▶ _Data for analysis_
========================

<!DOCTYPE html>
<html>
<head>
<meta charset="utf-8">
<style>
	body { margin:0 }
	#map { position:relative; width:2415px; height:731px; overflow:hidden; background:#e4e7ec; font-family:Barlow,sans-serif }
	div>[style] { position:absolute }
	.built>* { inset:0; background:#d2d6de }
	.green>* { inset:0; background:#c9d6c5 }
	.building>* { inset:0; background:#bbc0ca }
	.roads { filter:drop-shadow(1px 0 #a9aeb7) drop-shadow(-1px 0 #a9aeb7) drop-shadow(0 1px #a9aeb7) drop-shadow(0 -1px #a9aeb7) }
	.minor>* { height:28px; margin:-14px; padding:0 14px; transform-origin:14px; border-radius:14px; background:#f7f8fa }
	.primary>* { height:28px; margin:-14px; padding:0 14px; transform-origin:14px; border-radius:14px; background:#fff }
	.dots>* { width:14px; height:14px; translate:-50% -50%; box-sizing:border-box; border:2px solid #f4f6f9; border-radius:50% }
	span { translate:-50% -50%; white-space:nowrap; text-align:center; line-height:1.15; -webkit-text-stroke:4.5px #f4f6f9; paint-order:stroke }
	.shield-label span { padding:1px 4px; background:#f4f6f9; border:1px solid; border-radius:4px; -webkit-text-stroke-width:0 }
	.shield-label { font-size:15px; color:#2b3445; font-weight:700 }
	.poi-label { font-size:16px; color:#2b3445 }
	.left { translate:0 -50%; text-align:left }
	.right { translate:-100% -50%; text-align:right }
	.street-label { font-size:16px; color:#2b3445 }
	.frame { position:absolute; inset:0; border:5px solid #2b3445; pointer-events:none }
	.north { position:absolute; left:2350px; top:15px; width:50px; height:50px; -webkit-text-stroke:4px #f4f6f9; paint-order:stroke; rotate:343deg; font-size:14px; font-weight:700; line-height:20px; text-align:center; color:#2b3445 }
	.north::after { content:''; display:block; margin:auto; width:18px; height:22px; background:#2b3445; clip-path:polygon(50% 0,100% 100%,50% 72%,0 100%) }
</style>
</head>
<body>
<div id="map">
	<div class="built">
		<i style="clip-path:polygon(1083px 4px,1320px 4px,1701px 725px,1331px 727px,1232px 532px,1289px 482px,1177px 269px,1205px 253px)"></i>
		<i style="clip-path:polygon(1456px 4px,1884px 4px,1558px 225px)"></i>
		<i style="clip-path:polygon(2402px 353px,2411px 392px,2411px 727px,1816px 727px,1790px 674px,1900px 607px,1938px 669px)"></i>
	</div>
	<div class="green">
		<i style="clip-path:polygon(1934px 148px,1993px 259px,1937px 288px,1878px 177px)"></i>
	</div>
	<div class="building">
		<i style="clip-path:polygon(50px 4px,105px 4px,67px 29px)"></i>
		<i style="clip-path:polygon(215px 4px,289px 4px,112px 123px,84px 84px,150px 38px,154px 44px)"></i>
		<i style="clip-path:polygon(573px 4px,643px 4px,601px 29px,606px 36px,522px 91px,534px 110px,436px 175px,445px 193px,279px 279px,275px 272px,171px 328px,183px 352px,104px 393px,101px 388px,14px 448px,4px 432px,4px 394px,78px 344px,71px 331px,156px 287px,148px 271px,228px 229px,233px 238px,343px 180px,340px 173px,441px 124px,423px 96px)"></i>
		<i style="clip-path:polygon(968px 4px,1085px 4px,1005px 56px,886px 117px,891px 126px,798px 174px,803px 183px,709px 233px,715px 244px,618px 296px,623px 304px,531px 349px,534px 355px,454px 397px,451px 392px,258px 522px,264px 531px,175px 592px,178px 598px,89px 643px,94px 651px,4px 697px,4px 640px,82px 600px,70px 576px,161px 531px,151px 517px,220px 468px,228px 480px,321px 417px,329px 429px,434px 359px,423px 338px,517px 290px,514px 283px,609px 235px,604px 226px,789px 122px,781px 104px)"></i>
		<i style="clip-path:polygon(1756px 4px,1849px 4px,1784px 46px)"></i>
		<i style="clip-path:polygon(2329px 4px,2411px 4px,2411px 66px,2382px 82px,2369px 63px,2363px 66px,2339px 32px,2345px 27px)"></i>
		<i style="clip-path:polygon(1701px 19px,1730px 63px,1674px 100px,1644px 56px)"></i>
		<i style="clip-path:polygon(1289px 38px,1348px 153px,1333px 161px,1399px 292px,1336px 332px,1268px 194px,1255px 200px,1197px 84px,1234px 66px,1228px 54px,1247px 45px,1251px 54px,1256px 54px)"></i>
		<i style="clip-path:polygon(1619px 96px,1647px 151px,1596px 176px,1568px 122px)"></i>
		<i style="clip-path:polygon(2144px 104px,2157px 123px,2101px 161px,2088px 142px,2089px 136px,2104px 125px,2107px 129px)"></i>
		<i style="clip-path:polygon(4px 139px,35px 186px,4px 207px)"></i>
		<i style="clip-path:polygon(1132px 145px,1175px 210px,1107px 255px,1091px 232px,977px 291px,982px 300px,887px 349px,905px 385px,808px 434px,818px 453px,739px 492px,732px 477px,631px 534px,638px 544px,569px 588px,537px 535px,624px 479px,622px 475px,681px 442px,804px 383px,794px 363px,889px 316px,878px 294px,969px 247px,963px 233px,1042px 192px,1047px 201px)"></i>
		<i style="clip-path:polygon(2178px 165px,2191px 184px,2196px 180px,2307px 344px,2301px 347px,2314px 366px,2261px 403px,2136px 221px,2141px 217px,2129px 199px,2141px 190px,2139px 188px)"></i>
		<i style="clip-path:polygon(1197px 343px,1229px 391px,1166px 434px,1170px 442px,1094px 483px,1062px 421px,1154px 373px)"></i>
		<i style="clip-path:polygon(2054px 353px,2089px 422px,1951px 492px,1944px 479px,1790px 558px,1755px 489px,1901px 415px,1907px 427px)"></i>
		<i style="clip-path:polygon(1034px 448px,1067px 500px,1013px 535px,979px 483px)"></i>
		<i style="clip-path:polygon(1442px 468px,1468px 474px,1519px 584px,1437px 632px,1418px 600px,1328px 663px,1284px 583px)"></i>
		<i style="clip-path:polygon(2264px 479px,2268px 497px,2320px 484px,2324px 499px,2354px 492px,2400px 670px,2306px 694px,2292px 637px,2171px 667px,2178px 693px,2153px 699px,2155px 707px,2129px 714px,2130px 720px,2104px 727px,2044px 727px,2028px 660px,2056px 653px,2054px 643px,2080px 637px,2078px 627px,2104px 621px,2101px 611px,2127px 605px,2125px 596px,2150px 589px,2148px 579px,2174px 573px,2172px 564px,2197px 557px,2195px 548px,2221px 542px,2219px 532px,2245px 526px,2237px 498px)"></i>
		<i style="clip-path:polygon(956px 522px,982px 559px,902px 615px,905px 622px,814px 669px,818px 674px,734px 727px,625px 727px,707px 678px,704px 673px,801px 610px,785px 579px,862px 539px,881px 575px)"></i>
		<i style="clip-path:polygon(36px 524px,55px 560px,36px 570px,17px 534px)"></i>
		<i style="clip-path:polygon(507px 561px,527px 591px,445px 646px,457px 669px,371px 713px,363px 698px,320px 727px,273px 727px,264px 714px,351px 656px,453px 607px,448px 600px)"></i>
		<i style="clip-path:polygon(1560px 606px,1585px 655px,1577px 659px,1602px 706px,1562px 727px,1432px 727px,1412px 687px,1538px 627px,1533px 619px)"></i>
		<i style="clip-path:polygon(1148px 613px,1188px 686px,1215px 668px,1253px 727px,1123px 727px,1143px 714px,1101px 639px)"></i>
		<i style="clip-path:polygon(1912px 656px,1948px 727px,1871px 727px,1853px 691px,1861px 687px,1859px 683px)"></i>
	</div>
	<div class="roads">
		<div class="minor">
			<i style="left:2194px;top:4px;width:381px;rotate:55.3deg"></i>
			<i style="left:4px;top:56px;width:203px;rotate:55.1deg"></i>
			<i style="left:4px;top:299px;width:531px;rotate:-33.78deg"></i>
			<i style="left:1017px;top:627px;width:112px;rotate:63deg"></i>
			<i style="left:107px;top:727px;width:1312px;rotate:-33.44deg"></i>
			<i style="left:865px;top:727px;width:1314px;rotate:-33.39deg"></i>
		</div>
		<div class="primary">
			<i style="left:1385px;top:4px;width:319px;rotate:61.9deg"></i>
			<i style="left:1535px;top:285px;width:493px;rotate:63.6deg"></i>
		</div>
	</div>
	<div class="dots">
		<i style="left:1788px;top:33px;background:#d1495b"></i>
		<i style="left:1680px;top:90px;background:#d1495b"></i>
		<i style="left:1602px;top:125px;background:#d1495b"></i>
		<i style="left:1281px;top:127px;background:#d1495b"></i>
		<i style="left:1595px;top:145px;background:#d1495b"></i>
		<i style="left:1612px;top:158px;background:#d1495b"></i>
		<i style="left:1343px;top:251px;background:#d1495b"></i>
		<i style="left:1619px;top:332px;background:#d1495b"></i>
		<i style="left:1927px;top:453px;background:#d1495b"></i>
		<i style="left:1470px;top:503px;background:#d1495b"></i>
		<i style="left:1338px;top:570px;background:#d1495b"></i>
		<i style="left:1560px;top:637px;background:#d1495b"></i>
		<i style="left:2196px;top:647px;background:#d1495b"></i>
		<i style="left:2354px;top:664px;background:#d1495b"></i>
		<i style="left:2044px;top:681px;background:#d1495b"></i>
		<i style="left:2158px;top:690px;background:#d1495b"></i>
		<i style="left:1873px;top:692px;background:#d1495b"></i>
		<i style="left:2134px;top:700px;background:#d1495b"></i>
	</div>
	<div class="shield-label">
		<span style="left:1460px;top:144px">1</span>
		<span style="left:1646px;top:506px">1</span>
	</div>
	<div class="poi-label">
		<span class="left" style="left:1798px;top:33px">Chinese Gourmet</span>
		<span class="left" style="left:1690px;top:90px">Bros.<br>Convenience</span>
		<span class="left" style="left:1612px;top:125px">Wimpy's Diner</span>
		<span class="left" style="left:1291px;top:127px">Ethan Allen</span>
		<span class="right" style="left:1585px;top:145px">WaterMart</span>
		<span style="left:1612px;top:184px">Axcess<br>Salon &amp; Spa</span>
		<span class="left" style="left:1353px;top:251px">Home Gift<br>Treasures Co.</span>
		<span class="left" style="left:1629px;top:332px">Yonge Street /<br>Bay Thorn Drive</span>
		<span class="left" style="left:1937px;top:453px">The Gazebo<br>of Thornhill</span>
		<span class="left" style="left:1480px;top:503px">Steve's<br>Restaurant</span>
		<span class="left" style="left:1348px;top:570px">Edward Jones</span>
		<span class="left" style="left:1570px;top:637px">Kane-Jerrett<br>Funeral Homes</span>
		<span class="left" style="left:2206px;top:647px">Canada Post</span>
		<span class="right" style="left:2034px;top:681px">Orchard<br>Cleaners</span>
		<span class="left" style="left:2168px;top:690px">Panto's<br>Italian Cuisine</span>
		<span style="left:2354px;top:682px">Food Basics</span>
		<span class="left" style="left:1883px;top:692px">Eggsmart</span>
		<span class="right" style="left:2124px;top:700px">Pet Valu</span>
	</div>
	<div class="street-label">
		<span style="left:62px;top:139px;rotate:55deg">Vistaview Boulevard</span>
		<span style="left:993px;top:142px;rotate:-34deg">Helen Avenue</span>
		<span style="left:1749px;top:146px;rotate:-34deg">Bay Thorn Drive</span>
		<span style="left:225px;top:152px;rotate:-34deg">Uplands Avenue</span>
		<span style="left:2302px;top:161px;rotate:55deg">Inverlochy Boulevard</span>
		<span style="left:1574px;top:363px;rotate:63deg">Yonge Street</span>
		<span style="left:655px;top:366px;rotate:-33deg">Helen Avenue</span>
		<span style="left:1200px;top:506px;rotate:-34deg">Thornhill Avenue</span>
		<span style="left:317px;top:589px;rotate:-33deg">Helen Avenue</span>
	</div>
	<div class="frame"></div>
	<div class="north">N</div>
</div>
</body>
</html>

========================

Return exactly, please, the lines of the material from the first one down to and including the line where "filter:drop-shadow(1px 0 #a9aeb7)" appears.

<!DOCTYPE html>
<html>
<head>
<meta charset="utf-8">
<style>
	body { margin:0 }
	#map { position:relative; width:2415px; height:731px; overflow:hidden; background:#e4e7ec; font-family:Barlow,sans-serif }
	div>[style] { position:absolute }
	.built>* { inset:0; background:#d2d6de }
	.green>* { inset:0; background:#c9d6c5 }
	.building>* { inset:0; background:#bbc0ca }
	.roads { filter:drop-shadow(1px 0 #a9aeb7) drop-shadow(-1px 0 #a9aeb7) drop-shadow(0 1px #a9aeb7) drop-shadow(0 -1px #a9aeb7) }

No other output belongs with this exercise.